Vasyl Novokhatskyi Василь Новохацький

Personal information
- Full name: Vasyl Novokhatskyi
- Date of birth: 24 September 1974 (age 51)
- Place of birth: Kalynivka, Soviet Union
- Height: 1.80 m (5 ft 11 in)
- Position: Midfielder

Senior career*
- Years: Team / Apps / (Gls)
- 1992: Nyva Vinnytsia / 8 / (0)
- 1993–1994: CSKA Kyiv / 52 / (9)
- 1995: CSKA-Borysfen Kyiv / 11 / (3)
- 1995–1996: Ionikos / 31 / (10)
- 1996–1997: Maccabi Haifa / 9 / (0)
- 1997–1998: Panachaiki / 25 / (4)
- 1998–1999: CSKA Kyiv / 7 / (0)
- 1998–1999: → CSKA-2 Kyiv / 15 / (1)
- 2001–2002: Chania
- 2010–2011: SC Kalynivka / 11 / (1)

= Vasyl Novokhatskyi =

Ukrainian footballer (born 1974)

Vasyl Novokhatskyi (Василь Новохацький; born 24 September 1974) is a retired footballer who played as a midfielder for clubs in Ukraine, Greece, and Israel. His last name often is misspelled as Novohatsky (Новогацький), because of a transliteration inconsistency.

==Club career==
Novokhatskyi began playing football for Ukrainian Premier League side PFC Nyva Vinnytsia. Soon, he joined FC CSKA Kyiv, and would score a goal as the club lost the 1997–98 Ukrainian Cup final.

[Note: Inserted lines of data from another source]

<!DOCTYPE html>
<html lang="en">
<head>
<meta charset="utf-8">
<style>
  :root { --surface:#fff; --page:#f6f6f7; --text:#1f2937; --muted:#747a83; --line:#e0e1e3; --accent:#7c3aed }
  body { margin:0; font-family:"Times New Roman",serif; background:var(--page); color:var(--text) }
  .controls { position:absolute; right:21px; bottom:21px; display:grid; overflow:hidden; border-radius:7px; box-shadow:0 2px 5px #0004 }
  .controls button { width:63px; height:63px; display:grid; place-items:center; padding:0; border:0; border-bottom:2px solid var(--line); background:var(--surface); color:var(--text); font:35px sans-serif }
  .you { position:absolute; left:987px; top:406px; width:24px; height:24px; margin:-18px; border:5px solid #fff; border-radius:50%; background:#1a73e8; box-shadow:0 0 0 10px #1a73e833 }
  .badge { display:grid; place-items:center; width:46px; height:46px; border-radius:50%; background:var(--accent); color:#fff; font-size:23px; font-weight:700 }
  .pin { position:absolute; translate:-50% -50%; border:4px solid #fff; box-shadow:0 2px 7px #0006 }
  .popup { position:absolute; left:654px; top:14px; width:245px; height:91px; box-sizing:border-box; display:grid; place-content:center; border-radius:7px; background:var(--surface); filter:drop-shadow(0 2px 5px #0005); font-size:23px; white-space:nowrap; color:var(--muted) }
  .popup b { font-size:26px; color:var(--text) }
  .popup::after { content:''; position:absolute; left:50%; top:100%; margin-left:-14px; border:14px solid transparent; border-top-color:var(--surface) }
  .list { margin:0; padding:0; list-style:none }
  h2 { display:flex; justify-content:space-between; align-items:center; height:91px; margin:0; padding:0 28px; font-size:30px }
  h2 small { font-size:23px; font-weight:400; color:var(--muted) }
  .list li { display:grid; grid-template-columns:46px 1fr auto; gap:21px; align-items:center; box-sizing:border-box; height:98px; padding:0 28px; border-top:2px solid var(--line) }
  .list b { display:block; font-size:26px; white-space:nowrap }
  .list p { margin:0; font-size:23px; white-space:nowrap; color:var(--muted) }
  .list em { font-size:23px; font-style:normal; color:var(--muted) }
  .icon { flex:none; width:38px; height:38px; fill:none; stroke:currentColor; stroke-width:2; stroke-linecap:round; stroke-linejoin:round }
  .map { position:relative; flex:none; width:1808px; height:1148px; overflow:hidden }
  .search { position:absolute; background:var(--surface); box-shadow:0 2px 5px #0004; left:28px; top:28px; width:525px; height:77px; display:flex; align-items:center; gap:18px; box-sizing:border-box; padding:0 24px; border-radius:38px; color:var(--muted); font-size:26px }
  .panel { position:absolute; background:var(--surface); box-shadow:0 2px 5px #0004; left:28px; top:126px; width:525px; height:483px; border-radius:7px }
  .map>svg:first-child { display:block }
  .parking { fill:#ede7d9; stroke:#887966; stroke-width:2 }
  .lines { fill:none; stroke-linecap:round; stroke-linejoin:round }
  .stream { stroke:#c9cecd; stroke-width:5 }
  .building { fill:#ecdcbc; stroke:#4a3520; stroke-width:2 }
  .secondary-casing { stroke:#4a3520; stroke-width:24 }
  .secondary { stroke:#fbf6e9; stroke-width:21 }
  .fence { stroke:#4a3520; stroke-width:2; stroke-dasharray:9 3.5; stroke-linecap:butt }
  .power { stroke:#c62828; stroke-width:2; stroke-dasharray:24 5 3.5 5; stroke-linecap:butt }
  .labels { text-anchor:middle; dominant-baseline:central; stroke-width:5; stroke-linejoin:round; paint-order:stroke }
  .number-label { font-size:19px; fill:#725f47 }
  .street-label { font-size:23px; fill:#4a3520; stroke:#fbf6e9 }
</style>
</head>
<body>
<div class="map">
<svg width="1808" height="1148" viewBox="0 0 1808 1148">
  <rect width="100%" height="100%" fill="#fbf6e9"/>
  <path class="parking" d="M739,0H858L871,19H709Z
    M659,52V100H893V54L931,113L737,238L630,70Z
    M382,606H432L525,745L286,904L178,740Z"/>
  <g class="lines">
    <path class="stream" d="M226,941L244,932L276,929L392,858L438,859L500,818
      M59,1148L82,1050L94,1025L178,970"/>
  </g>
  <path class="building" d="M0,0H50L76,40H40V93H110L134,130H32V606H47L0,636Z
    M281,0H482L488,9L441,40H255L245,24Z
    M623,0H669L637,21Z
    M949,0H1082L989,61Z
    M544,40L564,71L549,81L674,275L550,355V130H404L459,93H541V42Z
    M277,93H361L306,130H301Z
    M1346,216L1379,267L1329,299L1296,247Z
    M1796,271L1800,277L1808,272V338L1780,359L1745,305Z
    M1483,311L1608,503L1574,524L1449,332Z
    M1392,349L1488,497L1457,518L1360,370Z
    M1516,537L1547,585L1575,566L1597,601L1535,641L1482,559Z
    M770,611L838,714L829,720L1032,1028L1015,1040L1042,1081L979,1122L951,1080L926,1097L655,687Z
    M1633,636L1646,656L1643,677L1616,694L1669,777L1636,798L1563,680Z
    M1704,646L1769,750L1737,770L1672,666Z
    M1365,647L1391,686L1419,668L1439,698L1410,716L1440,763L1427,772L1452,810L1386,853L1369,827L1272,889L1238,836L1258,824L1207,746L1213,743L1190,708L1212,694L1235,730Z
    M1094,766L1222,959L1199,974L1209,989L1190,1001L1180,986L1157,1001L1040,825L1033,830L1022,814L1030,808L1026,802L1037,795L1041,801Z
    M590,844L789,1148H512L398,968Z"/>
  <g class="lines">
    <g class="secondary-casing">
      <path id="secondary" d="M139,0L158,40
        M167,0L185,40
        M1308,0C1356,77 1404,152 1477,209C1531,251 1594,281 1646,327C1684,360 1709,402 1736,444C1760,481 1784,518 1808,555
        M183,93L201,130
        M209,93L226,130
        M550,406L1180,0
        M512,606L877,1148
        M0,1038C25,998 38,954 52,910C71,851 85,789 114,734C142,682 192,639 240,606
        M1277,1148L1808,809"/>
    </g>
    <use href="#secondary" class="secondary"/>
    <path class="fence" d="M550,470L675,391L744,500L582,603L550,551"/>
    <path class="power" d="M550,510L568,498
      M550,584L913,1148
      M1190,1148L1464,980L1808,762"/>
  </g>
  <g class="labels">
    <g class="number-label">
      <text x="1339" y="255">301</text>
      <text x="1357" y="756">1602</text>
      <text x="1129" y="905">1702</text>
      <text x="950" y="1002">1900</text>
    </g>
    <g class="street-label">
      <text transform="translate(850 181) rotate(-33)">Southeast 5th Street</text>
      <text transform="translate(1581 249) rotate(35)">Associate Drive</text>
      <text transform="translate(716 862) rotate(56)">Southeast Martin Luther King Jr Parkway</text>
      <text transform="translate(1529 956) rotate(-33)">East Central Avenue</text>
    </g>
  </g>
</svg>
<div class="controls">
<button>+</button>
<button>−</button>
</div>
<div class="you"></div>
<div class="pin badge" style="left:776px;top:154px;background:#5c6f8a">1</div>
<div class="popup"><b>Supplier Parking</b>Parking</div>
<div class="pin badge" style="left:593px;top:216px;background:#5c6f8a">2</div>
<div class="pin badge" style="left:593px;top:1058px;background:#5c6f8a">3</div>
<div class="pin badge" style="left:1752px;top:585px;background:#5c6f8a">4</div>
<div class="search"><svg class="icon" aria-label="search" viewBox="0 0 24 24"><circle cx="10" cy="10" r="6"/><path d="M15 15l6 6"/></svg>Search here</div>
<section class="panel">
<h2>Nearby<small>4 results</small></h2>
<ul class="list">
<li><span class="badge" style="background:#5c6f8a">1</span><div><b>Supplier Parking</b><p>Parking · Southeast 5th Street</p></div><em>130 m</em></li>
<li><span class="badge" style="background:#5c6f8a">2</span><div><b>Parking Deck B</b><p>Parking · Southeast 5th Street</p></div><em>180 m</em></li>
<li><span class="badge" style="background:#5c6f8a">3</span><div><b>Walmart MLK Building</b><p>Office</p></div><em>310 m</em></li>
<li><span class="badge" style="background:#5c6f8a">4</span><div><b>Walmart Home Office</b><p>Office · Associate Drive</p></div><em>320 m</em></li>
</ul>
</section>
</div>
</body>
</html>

In July 1995, Novokhatskyi joined Super League Greece side Ionikos F.C. for the one season. He spent the following season with Maccabi Haifa F.C. before returning to Greece to play for Panachaiki for one season.

He played for Greek third division side AO Chania F.C. during the 2001–02 season.